On 02/24/2012 03:11 AM, Tomas Hoger wrote:
> On Thu, 09 Feb 2012 10:20:14 -0700 Kurt Seifried wrote:
> 
>> https://lists.immunityinc.com/pipermail/canvas/2012-February/000011.html
> 
> ...
> 
>> We are releasing a working MySQL 5.5.20 remote 0day exploit with this
>> update.The exploit has been tested with
>> mysql-5.5.20-debian6.0-i686.deb on Debian 6.0.
> 
> Note also:
> 
> https://lists.immunityinc.com/pipermail/canvas/2012-February/000014.html
> http://partners.immunityinc.com/movies/VD-MySQL-5_5_20.mov
> 
> According to the video, it should be "yassl buffer overflow".
> 

Ok according to the video:

This vulnerability affects the yaSSL authentication portion (so SSL
certificate based authentication of clients).

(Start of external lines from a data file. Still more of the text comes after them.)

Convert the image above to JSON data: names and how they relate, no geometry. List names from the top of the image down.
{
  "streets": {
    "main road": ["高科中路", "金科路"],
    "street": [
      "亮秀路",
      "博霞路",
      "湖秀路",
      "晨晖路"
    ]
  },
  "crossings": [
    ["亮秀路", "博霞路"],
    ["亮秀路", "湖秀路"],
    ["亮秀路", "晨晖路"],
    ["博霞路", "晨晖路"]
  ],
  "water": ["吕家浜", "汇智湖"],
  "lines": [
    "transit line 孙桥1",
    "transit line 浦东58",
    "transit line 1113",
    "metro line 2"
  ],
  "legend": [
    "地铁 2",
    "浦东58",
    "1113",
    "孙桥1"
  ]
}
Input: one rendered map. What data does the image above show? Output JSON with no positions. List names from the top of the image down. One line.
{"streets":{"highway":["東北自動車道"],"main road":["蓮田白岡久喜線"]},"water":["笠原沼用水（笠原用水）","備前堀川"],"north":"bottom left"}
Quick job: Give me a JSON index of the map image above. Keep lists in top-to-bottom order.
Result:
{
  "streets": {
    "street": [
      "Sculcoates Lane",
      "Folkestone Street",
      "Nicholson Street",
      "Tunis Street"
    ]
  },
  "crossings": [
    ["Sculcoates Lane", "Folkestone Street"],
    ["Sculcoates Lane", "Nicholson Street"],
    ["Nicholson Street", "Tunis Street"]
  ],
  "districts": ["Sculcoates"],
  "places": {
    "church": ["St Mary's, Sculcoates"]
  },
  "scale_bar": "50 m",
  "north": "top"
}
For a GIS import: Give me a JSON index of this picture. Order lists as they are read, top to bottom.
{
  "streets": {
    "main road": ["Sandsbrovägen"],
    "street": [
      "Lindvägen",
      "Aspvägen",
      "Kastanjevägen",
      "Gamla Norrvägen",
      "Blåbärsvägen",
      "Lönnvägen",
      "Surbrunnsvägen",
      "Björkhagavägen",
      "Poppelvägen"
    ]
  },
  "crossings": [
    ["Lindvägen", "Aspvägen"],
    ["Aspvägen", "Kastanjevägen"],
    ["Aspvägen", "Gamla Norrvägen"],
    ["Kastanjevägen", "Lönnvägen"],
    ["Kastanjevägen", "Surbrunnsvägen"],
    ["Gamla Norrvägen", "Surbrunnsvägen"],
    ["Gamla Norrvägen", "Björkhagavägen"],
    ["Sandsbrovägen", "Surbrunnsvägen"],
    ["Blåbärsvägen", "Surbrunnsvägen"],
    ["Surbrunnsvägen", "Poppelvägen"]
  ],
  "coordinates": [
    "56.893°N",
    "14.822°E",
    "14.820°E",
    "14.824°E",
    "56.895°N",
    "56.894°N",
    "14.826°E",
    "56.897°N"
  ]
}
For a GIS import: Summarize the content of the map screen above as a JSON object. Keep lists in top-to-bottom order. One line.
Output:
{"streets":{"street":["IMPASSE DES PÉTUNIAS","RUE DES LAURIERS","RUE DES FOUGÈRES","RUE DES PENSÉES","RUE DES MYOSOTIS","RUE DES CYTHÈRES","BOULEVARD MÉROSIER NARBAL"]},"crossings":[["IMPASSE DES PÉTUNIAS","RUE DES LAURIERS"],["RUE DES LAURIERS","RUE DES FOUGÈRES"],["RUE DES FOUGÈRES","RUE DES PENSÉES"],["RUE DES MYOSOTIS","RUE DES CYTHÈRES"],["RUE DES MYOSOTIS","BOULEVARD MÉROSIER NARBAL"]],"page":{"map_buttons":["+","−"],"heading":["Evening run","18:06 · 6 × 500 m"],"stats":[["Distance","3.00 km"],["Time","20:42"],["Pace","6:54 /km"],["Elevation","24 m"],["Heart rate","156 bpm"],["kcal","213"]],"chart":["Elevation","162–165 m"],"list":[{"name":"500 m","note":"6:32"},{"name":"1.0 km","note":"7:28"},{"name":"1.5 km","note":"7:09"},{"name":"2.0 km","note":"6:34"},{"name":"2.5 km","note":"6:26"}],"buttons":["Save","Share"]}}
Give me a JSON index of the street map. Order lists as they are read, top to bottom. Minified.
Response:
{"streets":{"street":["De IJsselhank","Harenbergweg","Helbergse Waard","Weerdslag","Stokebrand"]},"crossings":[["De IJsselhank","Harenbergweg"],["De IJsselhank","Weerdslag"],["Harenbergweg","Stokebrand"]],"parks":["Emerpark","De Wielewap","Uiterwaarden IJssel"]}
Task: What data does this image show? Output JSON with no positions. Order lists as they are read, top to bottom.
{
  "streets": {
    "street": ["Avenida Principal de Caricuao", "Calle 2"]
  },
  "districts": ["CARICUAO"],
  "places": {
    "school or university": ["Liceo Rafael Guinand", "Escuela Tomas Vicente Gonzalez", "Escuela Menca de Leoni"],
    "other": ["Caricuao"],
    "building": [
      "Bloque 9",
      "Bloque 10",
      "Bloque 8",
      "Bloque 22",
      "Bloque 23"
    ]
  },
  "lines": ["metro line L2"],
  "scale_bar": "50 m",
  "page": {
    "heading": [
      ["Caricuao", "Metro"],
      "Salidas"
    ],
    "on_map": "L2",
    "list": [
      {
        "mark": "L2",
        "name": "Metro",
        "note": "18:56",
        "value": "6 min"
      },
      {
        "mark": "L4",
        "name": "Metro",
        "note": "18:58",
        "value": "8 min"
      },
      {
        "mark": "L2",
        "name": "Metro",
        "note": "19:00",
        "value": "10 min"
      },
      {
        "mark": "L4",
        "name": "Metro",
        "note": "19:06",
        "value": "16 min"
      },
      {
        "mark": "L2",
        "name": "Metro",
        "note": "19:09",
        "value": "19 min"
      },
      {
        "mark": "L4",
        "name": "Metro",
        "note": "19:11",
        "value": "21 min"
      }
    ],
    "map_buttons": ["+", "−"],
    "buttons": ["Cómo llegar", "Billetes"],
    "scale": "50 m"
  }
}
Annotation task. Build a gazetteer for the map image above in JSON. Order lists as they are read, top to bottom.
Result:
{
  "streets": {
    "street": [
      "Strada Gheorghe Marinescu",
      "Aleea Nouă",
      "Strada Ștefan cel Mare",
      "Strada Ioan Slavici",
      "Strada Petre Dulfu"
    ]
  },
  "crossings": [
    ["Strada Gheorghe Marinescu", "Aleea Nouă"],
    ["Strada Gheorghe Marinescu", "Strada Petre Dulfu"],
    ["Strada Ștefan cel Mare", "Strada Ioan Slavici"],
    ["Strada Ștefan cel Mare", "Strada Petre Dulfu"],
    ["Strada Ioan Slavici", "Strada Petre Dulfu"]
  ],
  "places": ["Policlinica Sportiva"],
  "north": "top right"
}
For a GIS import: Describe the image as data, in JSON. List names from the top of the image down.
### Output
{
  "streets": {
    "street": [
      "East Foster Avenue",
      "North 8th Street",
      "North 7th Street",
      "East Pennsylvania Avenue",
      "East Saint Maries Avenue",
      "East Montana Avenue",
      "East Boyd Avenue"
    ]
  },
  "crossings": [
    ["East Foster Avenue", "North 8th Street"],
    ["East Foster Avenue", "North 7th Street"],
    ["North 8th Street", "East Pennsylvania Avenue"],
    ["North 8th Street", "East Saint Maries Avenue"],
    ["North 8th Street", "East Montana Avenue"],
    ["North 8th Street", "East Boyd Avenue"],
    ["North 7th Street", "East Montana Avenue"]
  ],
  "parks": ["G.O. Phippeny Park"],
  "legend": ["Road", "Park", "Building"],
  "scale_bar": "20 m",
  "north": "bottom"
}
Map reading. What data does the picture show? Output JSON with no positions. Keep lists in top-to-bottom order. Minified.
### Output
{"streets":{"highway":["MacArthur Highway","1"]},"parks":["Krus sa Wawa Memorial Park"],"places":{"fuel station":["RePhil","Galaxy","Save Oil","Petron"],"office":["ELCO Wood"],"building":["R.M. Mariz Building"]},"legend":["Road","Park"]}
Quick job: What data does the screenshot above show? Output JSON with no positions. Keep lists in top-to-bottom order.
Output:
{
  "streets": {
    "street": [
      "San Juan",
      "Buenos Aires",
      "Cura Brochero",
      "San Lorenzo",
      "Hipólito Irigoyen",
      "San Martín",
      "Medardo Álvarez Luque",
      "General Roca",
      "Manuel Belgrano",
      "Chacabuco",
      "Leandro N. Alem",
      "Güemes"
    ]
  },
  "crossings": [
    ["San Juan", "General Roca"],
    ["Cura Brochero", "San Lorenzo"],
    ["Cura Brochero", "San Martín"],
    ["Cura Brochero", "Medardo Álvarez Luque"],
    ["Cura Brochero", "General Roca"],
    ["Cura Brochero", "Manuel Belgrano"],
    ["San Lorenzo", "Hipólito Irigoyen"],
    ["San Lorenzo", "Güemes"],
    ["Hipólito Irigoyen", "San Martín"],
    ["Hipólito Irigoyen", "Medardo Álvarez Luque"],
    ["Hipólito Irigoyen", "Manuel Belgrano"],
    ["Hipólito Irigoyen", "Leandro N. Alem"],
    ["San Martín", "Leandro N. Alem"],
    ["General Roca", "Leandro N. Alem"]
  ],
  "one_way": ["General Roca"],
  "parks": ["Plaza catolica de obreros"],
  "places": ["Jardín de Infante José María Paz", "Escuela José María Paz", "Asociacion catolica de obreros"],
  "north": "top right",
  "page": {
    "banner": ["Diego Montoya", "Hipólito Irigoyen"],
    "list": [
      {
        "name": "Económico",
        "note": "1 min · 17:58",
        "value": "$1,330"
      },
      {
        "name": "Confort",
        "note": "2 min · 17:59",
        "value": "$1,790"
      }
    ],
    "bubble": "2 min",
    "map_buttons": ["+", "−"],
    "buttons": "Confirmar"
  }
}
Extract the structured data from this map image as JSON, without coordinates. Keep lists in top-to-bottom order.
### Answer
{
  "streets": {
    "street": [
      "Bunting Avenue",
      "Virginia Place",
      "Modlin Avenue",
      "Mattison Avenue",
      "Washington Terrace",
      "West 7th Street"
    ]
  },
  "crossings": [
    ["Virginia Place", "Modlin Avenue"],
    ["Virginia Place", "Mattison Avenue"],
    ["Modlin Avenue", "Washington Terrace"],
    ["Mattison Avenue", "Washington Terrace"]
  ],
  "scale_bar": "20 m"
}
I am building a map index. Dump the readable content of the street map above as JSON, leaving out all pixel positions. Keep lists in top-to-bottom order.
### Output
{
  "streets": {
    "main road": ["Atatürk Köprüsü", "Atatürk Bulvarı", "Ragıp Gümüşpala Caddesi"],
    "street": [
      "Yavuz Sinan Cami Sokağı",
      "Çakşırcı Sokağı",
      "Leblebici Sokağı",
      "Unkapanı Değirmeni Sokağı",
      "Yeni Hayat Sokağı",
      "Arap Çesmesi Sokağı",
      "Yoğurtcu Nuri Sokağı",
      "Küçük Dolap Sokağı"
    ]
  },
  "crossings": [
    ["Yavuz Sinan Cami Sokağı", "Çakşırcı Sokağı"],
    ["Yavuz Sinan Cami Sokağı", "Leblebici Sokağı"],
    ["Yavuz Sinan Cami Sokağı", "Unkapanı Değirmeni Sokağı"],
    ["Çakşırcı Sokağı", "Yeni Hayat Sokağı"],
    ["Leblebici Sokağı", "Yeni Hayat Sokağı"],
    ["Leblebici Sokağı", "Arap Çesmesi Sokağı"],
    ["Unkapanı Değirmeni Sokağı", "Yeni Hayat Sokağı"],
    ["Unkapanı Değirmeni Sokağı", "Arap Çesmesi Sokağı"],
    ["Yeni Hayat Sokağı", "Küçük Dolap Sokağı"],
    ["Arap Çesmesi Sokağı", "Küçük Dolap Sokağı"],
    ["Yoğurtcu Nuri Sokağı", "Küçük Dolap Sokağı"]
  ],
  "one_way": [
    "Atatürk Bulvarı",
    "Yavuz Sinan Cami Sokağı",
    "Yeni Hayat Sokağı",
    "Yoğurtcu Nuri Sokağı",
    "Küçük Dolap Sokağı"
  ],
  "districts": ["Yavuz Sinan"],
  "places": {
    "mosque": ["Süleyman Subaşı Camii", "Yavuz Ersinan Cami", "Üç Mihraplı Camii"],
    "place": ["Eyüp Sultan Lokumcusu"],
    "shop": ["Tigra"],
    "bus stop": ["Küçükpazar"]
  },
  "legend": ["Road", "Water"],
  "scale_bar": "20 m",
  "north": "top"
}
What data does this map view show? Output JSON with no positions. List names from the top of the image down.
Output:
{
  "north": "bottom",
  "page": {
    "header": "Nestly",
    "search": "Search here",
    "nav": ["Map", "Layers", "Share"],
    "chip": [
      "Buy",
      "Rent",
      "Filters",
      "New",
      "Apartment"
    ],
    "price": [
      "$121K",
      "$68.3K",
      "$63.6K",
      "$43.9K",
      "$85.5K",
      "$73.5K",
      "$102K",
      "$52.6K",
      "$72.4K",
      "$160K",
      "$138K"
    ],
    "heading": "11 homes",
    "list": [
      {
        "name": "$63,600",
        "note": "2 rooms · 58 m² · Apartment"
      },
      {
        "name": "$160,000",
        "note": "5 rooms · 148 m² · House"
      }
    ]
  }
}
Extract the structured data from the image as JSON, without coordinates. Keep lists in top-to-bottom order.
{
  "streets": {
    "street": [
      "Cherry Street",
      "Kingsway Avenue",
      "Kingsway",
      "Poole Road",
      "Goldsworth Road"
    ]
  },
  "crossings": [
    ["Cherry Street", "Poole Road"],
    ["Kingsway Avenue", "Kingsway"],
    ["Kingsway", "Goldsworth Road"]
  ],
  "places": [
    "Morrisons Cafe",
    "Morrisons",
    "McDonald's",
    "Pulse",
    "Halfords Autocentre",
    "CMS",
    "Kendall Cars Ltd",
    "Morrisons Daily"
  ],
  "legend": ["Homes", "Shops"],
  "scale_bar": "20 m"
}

This attack is "reliable", usually works on the first try, but if it
fails it will DoS MySQL and MySQL will require a restart.

So it sounds like this might actually be a yaSSL vulnerability and not
specific to MySQL. CC'ing support@...sl.com so they are aware of this
potential issue.

Please use CVE-2012-0882 for this issue.